• **Work request**
Search the entries for the word "stream" and copy each line that has it.

• **Supplied data**
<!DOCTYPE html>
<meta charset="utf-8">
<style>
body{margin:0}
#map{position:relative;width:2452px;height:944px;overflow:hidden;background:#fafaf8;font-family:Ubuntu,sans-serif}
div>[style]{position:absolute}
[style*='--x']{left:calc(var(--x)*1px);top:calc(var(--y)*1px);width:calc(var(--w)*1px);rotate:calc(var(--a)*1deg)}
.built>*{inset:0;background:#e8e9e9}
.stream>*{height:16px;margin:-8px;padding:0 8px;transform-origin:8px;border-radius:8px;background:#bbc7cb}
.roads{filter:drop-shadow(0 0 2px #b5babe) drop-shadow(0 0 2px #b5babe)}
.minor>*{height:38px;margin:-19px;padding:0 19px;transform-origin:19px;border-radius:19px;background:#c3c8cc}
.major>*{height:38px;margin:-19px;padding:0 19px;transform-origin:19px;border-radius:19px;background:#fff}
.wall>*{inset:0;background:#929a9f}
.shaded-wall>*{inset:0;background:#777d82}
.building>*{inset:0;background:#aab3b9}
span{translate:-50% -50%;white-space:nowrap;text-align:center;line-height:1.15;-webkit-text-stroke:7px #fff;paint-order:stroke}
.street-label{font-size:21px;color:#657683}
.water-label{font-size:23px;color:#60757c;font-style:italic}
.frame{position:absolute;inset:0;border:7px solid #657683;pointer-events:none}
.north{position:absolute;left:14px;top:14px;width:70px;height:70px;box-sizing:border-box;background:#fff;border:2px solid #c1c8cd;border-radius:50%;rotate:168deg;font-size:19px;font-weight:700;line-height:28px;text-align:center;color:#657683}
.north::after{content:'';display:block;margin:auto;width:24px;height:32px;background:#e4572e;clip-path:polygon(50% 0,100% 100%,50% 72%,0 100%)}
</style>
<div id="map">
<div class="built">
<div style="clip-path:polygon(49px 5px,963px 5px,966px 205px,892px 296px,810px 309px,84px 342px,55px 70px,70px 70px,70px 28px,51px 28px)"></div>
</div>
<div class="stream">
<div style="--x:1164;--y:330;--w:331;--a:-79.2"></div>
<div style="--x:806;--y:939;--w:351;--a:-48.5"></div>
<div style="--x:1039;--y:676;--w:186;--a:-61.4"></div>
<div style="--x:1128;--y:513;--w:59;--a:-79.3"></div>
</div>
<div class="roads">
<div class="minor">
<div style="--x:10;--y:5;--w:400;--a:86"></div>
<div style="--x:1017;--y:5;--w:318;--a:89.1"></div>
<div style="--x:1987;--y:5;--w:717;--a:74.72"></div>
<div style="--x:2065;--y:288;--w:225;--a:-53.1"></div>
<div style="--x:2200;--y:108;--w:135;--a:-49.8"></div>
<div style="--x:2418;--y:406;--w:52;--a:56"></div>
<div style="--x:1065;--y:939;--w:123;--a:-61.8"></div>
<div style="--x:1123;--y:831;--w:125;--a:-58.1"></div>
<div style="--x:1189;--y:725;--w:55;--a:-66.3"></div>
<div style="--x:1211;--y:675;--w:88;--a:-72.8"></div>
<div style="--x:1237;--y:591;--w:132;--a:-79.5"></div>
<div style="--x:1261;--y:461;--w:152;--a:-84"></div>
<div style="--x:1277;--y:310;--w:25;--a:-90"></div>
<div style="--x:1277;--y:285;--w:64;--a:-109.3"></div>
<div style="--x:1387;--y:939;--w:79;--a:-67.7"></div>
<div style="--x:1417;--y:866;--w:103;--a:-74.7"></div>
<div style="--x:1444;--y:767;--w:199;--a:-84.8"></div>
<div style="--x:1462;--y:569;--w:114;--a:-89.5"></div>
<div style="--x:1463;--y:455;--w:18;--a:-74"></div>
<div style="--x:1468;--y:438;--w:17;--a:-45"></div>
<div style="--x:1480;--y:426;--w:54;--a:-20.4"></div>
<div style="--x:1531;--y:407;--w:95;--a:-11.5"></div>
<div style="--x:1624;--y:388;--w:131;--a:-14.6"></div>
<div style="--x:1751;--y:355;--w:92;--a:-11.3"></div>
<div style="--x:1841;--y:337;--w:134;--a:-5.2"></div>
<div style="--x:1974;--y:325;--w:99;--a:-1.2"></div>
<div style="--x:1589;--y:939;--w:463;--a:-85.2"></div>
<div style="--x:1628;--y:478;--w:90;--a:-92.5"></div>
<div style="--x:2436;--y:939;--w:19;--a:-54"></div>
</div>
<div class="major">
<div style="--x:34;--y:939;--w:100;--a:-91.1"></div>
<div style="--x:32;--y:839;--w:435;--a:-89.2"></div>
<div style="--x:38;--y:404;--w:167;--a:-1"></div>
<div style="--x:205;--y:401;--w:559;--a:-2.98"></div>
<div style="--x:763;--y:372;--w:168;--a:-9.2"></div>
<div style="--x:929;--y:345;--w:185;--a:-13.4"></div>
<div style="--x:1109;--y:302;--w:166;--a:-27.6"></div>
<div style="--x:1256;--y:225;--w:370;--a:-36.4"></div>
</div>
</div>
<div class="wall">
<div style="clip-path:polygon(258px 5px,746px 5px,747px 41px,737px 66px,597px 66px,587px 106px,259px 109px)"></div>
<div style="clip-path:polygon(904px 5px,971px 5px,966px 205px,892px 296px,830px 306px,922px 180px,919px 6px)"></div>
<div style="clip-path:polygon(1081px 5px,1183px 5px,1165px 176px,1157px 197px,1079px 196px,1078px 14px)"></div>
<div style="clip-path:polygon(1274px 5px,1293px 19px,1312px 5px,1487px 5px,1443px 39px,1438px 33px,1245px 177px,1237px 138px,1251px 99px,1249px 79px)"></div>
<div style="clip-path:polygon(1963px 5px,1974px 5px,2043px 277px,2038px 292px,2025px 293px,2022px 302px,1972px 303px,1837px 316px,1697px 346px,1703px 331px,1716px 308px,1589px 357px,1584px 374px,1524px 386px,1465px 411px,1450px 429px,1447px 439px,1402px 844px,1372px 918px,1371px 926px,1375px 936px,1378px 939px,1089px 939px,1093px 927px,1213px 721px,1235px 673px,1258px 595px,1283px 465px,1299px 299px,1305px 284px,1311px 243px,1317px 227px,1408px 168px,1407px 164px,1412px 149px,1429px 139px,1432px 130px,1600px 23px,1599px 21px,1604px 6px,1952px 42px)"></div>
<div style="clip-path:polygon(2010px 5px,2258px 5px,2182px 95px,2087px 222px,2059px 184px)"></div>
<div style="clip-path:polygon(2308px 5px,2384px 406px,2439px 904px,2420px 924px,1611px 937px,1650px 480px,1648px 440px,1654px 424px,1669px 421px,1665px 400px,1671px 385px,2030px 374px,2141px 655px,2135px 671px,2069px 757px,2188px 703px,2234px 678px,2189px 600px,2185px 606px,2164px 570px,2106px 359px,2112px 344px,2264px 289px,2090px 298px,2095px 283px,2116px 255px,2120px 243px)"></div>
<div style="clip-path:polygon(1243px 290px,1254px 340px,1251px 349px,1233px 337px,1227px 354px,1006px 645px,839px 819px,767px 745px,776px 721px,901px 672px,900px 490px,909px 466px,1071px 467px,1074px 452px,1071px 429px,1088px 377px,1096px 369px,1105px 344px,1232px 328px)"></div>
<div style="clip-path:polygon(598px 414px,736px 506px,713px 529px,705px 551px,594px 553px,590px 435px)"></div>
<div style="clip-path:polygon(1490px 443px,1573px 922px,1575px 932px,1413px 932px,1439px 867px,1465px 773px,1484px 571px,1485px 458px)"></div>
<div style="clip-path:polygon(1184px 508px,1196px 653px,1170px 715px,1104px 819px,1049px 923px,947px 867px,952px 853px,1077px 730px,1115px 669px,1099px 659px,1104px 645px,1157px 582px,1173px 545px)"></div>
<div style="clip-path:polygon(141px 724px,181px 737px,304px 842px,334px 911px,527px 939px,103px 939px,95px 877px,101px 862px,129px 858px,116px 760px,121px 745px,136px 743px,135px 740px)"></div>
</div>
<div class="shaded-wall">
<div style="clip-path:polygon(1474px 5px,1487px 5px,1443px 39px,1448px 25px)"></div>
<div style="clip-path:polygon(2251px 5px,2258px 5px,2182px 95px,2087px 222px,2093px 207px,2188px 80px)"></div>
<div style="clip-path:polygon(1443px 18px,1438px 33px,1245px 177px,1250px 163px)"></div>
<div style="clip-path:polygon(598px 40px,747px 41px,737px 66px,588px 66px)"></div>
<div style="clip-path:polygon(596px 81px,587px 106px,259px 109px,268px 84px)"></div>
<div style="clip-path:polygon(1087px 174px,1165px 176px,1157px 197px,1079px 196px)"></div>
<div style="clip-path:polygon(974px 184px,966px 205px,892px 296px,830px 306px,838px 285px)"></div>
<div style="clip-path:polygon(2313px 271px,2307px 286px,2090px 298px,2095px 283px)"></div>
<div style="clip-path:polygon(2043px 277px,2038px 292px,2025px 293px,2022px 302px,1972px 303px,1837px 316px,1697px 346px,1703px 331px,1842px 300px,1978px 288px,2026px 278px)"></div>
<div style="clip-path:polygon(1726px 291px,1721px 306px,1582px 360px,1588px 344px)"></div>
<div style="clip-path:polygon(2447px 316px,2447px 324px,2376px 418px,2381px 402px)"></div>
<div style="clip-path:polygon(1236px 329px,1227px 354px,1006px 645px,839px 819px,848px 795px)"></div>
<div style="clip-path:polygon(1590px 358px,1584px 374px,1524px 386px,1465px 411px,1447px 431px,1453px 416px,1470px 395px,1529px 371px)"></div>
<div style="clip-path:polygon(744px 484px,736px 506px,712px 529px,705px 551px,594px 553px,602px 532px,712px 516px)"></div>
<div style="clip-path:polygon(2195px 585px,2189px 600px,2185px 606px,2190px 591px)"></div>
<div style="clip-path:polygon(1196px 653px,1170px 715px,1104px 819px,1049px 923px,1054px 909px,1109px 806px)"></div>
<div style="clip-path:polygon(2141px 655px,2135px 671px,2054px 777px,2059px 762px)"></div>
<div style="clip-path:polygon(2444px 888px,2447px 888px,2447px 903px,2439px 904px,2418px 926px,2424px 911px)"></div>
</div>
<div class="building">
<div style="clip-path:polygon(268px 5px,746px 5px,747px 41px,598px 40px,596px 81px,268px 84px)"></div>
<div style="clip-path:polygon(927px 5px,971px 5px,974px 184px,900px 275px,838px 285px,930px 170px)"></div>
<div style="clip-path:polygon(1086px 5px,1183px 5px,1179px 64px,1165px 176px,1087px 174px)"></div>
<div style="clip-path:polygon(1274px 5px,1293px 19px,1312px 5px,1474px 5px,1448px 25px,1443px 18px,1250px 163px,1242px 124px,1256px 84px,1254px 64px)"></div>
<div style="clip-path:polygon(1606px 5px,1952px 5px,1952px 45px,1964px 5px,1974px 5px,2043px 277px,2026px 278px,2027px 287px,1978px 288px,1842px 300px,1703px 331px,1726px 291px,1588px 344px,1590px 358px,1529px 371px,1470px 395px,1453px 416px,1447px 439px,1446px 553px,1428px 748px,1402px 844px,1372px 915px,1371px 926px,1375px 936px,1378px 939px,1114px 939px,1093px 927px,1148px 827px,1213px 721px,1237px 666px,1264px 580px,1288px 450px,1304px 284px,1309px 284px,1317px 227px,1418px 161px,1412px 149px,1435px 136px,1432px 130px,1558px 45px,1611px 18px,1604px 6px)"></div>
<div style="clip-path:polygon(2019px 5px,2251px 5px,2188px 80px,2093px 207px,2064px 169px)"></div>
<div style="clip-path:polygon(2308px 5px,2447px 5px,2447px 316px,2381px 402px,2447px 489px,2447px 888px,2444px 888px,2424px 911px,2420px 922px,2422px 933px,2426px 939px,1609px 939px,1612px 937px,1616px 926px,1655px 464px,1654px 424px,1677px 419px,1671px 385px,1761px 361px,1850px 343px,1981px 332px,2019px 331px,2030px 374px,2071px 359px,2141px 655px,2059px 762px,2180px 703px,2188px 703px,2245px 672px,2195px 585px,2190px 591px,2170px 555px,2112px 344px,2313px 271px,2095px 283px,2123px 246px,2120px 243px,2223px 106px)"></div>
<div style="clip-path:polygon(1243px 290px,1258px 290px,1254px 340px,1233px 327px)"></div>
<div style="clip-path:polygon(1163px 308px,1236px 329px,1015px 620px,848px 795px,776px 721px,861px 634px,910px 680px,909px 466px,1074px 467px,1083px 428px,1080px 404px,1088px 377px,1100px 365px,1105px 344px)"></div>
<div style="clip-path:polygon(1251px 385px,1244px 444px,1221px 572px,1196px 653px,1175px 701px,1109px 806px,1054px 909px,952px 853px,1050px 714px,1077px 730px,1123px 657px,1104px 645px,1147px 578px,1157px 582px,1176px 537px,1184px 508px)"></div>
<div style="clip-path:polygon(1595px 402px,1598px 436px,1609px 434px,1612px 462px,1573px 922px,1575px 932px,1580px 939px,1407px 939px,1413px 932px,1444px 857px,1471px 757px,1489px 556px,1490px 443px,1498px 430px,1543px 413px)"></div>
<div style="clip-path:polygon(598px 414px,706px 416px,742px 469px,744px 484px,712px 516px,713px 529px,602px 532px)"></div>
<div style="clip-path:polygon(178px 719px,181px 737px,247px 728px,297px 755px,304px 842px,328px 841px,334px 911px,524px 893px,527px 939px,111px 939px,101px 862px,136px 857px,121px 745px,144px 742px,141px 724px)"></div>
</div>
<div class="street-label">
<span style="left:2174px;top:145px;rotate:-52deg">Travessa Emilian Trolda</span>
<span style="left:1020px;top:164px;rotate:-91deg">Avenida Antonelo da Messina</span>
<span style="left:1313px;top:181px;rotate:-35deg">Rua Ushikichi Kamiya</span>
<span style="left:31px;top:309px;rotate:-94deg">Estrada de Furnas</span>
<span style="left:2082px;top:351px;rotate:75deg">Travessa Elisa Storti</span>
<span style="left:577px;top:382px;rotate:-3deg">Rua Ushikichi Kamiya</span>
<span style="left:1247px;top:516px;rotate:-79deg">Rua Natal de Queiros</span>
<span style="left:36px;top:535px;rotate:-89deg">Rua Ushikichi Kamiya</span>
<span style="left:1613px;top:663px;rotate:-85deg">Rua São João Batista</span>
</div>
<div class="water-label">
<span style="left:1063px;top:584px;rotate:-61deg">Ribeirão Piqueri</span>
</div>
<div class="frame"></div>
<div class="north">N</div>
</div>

• **Result for this task**
.stream>*{height:16px;margin:-8px;padding:0 8px;transform-origin:8px;border-radius:8px;background:#bbc7cb}
<div class="stream">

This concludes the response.